*** Data provided ***

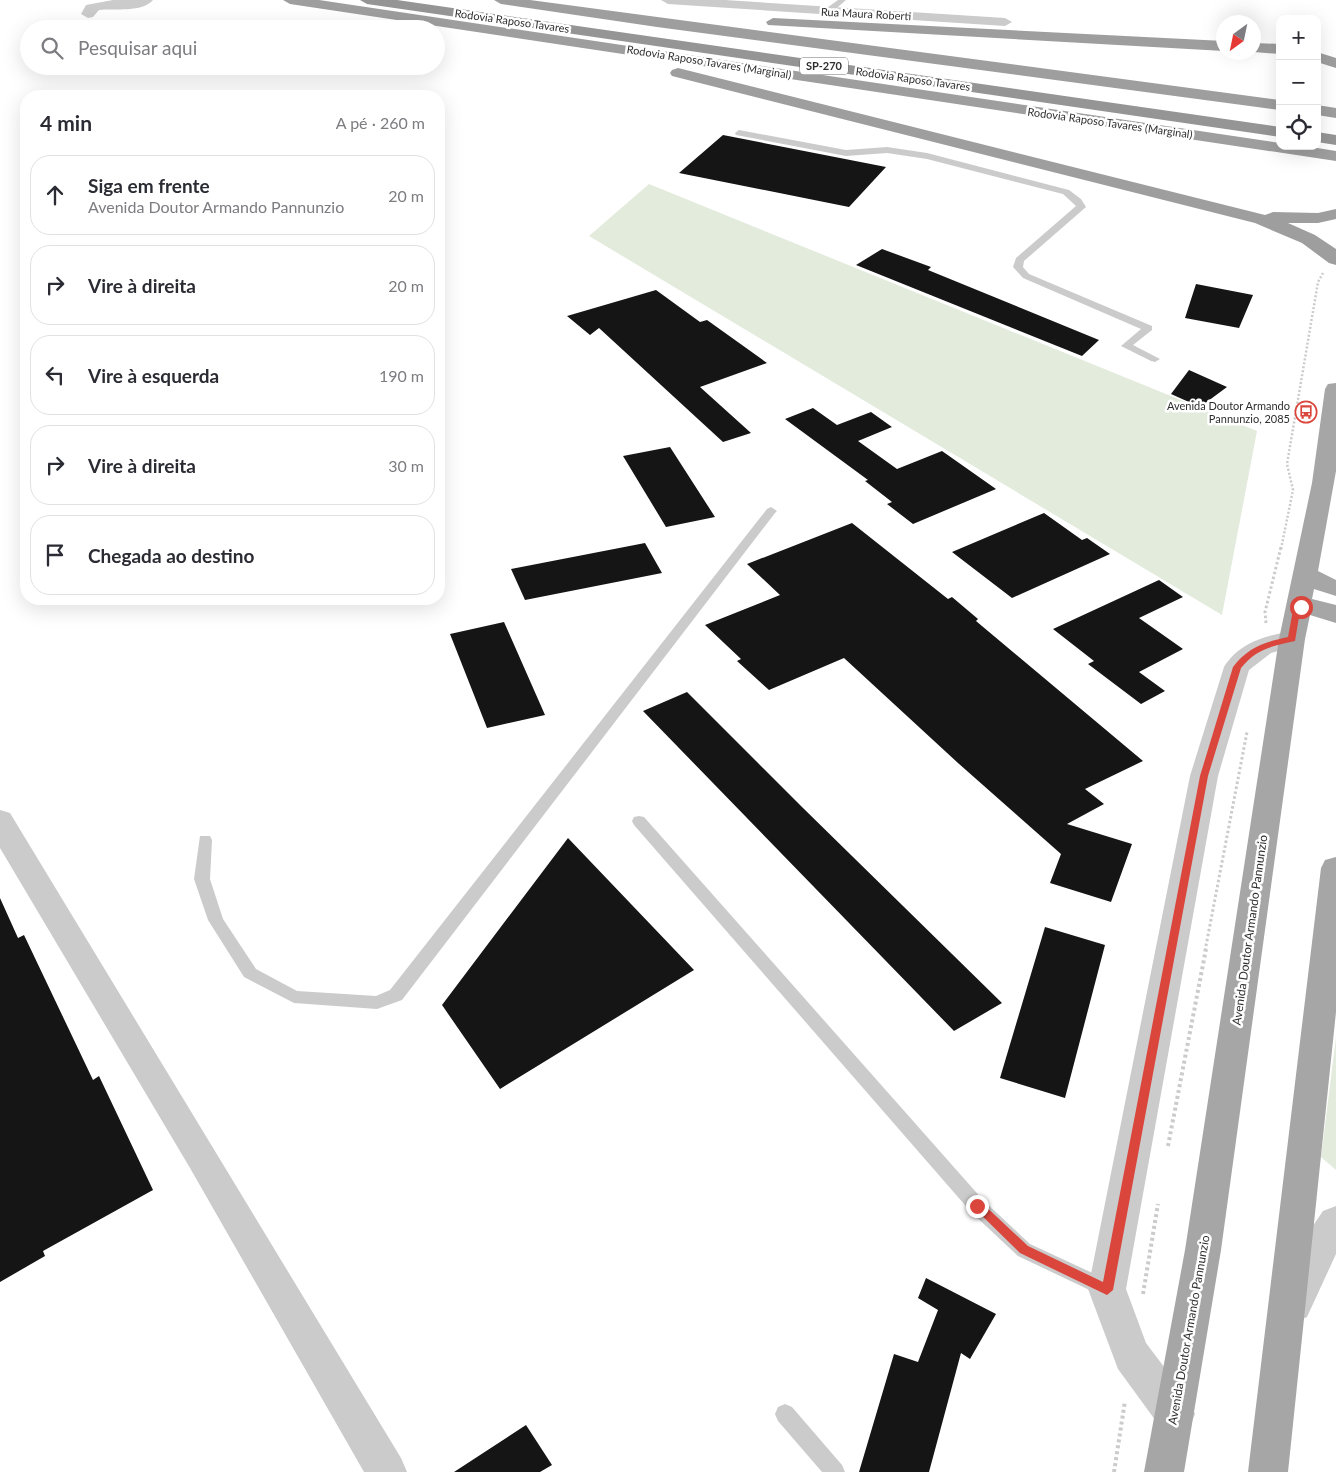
<!DOCTYPE html>
<html lang="pt">
<head>
<meta charset="utf-8">
<style>
  body { margin:0; font-family:Lato,sans-serif; background:#f2f2f3; color:#2b2b33 }
  .controls { position:absolute; right:15px; top:15px; display:grid; overflow:hidden; border-radius:10px; box-shadow:0 5px 20px #0002 }
  .controls button { width:45px; height:45px; display:grid; place-items:center; padding:0; border:0; border-bottom:1px solid #e1e1e2; background:#fff; color:#2b2b33; font:25px sans-serif }
  .compass { position:absolute; left:1216px; top:15px; width:45px; height:45px; border-radius:50%; background:#fff; box-shadow:0 5px 20px #0002; rotate:213deg }
  .stop { position:absolute; width:15px; height:15px; margin:-11px; border:4px solid #da453c; border-radius:50%; background:#fff }
  .stop.end { background:#da453c; border-color:#fff; box-shadow:0 1px 5px #0008 }
  .list { margin:0; padding:0; list-style:none }
  h2 { display:flex; justify-content:space-between; align-items:center; height:65px; margin:0; padding:0 20px; font-size:21px }
  h2 small { font-size:16px; font-weight:400; color:#7c7c81 }
  .list li { display:grid; grid-template-columns:32px 1fr auto; gap:15px; align-items:center; box-sizing:border-box; height:80px; margin:0 10px 10px; padding:0 10px; border:1px solid #e1e1e2; border-radius:20px }
  .list b { display:block; font-size:19px; white-space:nowrap }
  .list p { margin:0; font-size:16px; white-space:nowrap; color:#7c7c81 }
  .list em { font-size:16px; font-style:normal; color:#7c7c81 }
  .icon { flex:none; width:28px; height:28px; fill:none; stroke:currentColor; stroke-width:2; stroke-linecap:round; stroke-linejoin:round }
  .map { position:relative; flex:none; width:1336px; height:1472px; overflow:hidden }
  .search { position:absolute; background:#fff; box-shadow:0 5px 20px #0002; left:20px; top:20px; width:425px; height:55px; display:flex; align-items:center; gap:12px; box-sizing:border-box; padding:0 18px; border-radius:28px; color:#7c7c81; font-size:19px }
  .panel { position:absolute; background:#fff; box-shadow:0 5px 20px #0002; left:20px; top:90px; width:425px; height:515px; border-radius:20px }
  .map>svg:first-child { display:block }
  .green { fill:#e3ebdd }
  .building { fill:#151515 }
  .lines { fill:none; stroke-linecap:round; stroke-linejoin:round }
  .path-far2 { stroke:#cbcbcb; stroke-width:2.5; stroke-dasharray:2 2; stroke-linecap:butt }
  .path-far1 { stroke:#cbcbcb; stroke-width:3; stroke-dasharray:2.5 2.5; stroke-linecap:butt }
  .path { stroke:#cbcbcb; stroke-width:4; stroke-dasharray:3 3; stroke-linecap:butt }
  .service { fill:#cbcbcb; fill-rule:evenodd }
  .minor { fill:#cbcbcb; fill-rule:evenodd }
  .primary { fill:#a6a6a6; fill-rule:evenodd }
  .trunk { fill:#9e9e9e; fill-rule:evenodd }
  .motorway { fill:#959595; fill-rule:evenodd }
  .route { fill:#da453c }
  .labels { text-anchor:middle; stroke-width:5; stroke-linejoin:round; paint-order:stroke }
  .far-street-label { font-size:11px; fill:#2e2e2e; stroke:#fff }
  .shield { fill:#fff; stroke:#6d6d6d; stroke-width:1 }
  .shield-label { font-size:11px; font-weight:bold; fill:#2e2e2e }
  .far-poi-label { font-size:11px; fill:#2e2e2e; stroke:#fff; text-anchor:end }
  .street-label { font-size:12px; fill:#2e2e2e; stroke:#fff }
</style>
</head>
<body>
<div class="map">
<svg width="1336" height="1472" viewBox="0 0 1336 1472">
  <rect width="100%" height="100%" fill="#fff"/>
  <path class="green" d="M649 184 1257 431 1222 615 589 236Z
    M1336 1037V1170L1321 1157Z"/>
  <path class="building" d="M723 135 886 167 849 207 679 173Z
    M882 249 931 267 928 270 1099 340 1082 356 856 265Z
    M1196 284 1253 295 1239 328 1185 318Z
    M656 290 700 322 707 320 767 363 700 387 751 433 723 442 599 328 590 335 567 316Z
    M1189 370 1227 387 1200 407 1171 394Z
    M813 408 837 425 871 412 892 427 858 441 897 469 942 451 996 489 913 524 887 504 892 502 865 481 868 480 785 419Z
    M670 447 715 517 666 527 623 456Z
    M1044 513 1082 540 1087 538 1110 554 1012 598 952 552Z
    M852 523 948 599 952 597 978 619 976 621 1143 761 1085 789 1104 804 1067 824 1132 844 1111 902 1050 883 1061 854 958 763 844 658 769 690 737 661 741 659 705 625 780 595 747 564Z
    M645 543 662 573 525 600 511 569Z
    M1159 580 1183 597 1139 618 1183 649 1139 672 1165 691 1141 704 1088 664 1094 661 1053 629Z
    M504 622 545 715 487 728 450 634Z
    M687 692 802 807 1002 1003 954 1031 643 711Z
    M568 838 694 970 500 1089 442 1005Z
    M0 898 18 938 24 935 93 1080 99 1076 153 1190 43 1251 45 1256 0 1282Z
    M1045 927 1105 945 1065 1098 1000 1078Z
    M926 1278 996 1314 970 1359 961 1353 929 1472H859L894 1354 918 1362 938 1310 918 1298Z
    M526 1425 552 1465 540 1472H454Z"/>
  <g class="lines">
    <path class="path-far2" d="M1281 549 1293 490 1287 464 1318 282 1323 273"/>
    <path class="path-far1" d="M1266 623 1265 612 1281 547
      M1205 951 1247 732"/>
    <path class="path" d="M1168 1146 1206 949
      M1143 1294 1158 1204
      M1114 1472 1125 1401"/>
    <path class="service" d="M838 0H846L830 14H824V10Z
      M739 130 846 150 887 147 927 153 1069 190 1081 199 1086 207 1024 261 1023 267 1029 274 1152 326V330L1133 345 1160 359 1155 362 1151 361 1121 346 1141 329 1023 278 1013 267 1016 258 1076 206 1063 194 927 159 887 153 846 156 736 135 735 133Z
      M771 507 777 511 775 513 402 1000 377 1009 294 1003 244 977 208 920 194 879 200 836H210L212 840 210 879 223 919 256 969 297 991 376 996 390 990 767 509Z
      M639 816 644 817 983 1200 1030 1244 1114 1283 1116 1289 1114 1295 1107 1298 1100 1295 1018 1256 971 1212 634 825 632 821 634 817Z
      M785 1404 792 1407 842 1465 845 1472H822L778 1421 775 1414 778 1407Z"/>
    <path class="minor" d="M113 0H153C142 13 115 8 99 10L93 17 88 18 81 14 86 5Z
      M661 0H725L1005 18 1012 22 1005 26 668 4Z
      M1292 631 1301 633 1305 639 1301 645 1271 653 1249 670 1218 776 1126 1289 1146 1343 1189 1400 1195 1414 1189 1428 1175 1433 1161 1428 1118 1369 1088 1289 1190 776 1224 667C1240 642 1265 636 1292 631Z
      M0 810 10 813 401 1458 407 1472H364L190 1168 0 848Z
      M1336 1206V1254L1307 1317 1294 1323 1281 1317 1275 1305 1310 1230 1323 1211Z"/>
    <path class="primary" d="M1336 383V471L1318 571 1336 580V596L1314 589 1312 599 1336 605V623L1310 615 1305 639 1221 1250 1184 1472H1144L1185 1250 1279 639 1312 483 1325 389 1328 384Z
      M1336 857V1012L1288 1472H1248L1321 868 1325 860Z"/>
    <path class="trunk" d="M283 0H319L1280 143V146H1305L1336 151V161L290 4Z
      M494 0H530L1280 100V110L657 27 501 4Z
      M773 18 1224 41V51L768 25 766 22Z
      M1254 43 1280 44V54L1254 52Z
      M1317 52 1336 58V68L1317 62Z
      M678 68 1265 215 1273 212 1318 213 1336 209V219L1318 223H1288L1315 235 1336 249V265L1329 263 1302 243 1255 223 672 76 670 73 672 70Z
      M1317 105 1336 108V118L1317 115Z"/>
    <path class="motorway" d="M360 0H397L1280 127V137L367 4Z
      M1317 132 1336 135V145L1317 142Z"/>
  </g>
  <path class="route" d="M1301 605 1305 607 1300 611 1295 641C1272 646 1256 649 1241 668L1208 776 1113 1290 1107 1295 1020 1253 972 1206 977 1201 981 1202 1028 1246 1103 1282 1200 776 1233 667C1248 647 1265 642 1288 637L1293 610Z"/>
  <defs>
    <g id="bus-ring" transform="scale(1.125)"><circle r="9.5" fill="#fff" stroke="#da453c" stroke-width="1.5"/><path d="M-5-6H5V4H4V6H2V4H-2V6H-4V4H-5ZM-3.5-4V0h7V-4ZM-3.5 1.2v1.5H-2V1.2ZM2 1.2v1.5H3.5V1.2Z" fill="#da453c"/></g>
  </defs>
  <g fill-rule="evenodd">
    <use href="#bus-ring" x="1306" y="412"/>
  </g>
  <g class="labels">
    <g class="far-street-label">
      <text transform="translate(866 14) rotate(3)" y="4">Rua Maura Roberti</text>
      <text transform="translate(512 21) rotate(8)" y="4">Rodovia Raposo Tavares</text>
      <text transform="translate(709 62) rotate(9)" y="4">Rodovia Raposo Tavares (Marginal)</text>
      <text transform="translate(913 79) rotate(8)" y="4">Rodovia Raposo Tavares</text>
      <text transform="translate(1110 123) rotate(8)" y="4">Rodovia Raposo Tavares (Marginal)</text>
    </g>
    <rect class="shield" x="800" y="57.5" width="48" height="17" rx="4"/>
    <g class="shield-label">
      <text x="824" y="70">SP-270</text>
    </g>
    <g class="far-poi-label">
      <text x="1290" y="410">Avenida Doutor Armando<tspan x="1290" dy="13">Pannunzio, 2085</tspan></text>
    </g>
    <g class="street-label">
      <text transform="translate(1250 930) rotate(-82)" y="4">Avenida Doutor Armando Pannunzio</text>
      <text transform="translate(1189 1330) rotate(-80)" y="4">Avenida Doutor Armando Pannunzio</text>
    </g>
  </g>
</svg>
<div class="controls">
<button>+</button>
<button>−</button>
<button><svg class="icon" aria-label="locate" viewBox="0 0 24 24"><circle cx="12" cy="12" r="6"/><path d="M12 2v4M12 18v4M2 12h4M18 12h4"/></svg></button>
</div>
<svg class="compass" viewBox="-18 -18 36 36"><path d="M0-13l5 13h-10z" fill="#e53935"/><path d="M0 13l5-13h-10z" fill="#7c7c81"/></svg>
<div class="stop" style="left:1301px;top:607px"></div>
<div class="stop end" style="left:977px;top:1206px"></div>
<div class="search"><svg class="icon" aria-label="search" viewBox="0 0 24 24"><circle cx="10" cy="10" r="6"/><path d="M15 15l6 6"/></svg>Pesquisar aqui</div>
<section class="panel">
<h2>4 min<small>A pé · 260 m</small></h2>
<ul class="list">
<li><svg class="icon" aria-label="ahead" viewBox="0 0 24 24"><path d="M12 20V5M6 11l6-6 6 6"/></svg><div><b>Siga em frente</b><p>Avenida Doutor Armando Pannunzio</p></div><em>20 m</em></li>
<li><svg class="icon" aria-label="right" viewBox="0 0 24 24"><path d="M7 20v-9h11M14 6l5 5-5 5"/></svg><div><b>Vire à direita</b></div><em>20 m</em></li>
<li><svg class="icon" aria-label="left" viewBox="0 0 24 24"><path d="M17 20v-9H6M10 6l-5 5 5 5"/></svg><div><b>Vire à esquerda</b></div><em>190 m</em></li>
<li><svg class="icon" aria-label="right" viewBox="0 0 24 24"><path d="M7 20v-9h11M14 6l5 5-5 5"/></svg><div><b>Vire à direita</b></div><em>30 m</em></li>
<li><svg class="icon" aria-label="arrive" viewBox="0 0 24 24"><path d="M6 21V4h12l-3 4 3 4H6"/></svg><div><b>Chegada ao destino</b></div></li>
</ul>
</section>
</div>
</body>
</html>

***

Exercise requirements ▸ What you give back should be exactly the lines from the top of the data above down to and including the line with "margin:0; padding:0; list-style:none", minus any pictures.

The completed task ▸
<!DOCTYPE html>
<html lang="pt">
<head>
<meta charset="utf-8">
<style>
  body { margin:0; font-family:Lato,sans-serif; background:#f2f2f3; color:#2b2b33 }
  .controls { position:absolute; right:15px; top:15px; display:grid; overflow:hidden; border-radius:10px; box-shadow:0 5px 20px #0002 }
  .controls button { width:45px; height:45px; display:grid; place-items:center; padding:0; border:0; border-bottom:1px solid #e1e1e2; background:#fff; color:#2b2b33; font:25px sans-serif }
  .compass { position:absolute; left:1216px; top:15px; width:45px; height:45px; border-radius:50%; background:#fff; box-shadow:0 5px 20px #0002; rotate:213deg }
  .stop { position:absolute; width:15px; height:15px; margin:-11px; border:4px solid #da453c; border-radius:50%; background:#fff }
  .stop.end { background:#da453c; border-color:#fff; box-shadow:0 1px 5px #0008 }
  .list { margin:0; padding:0; list-style:none }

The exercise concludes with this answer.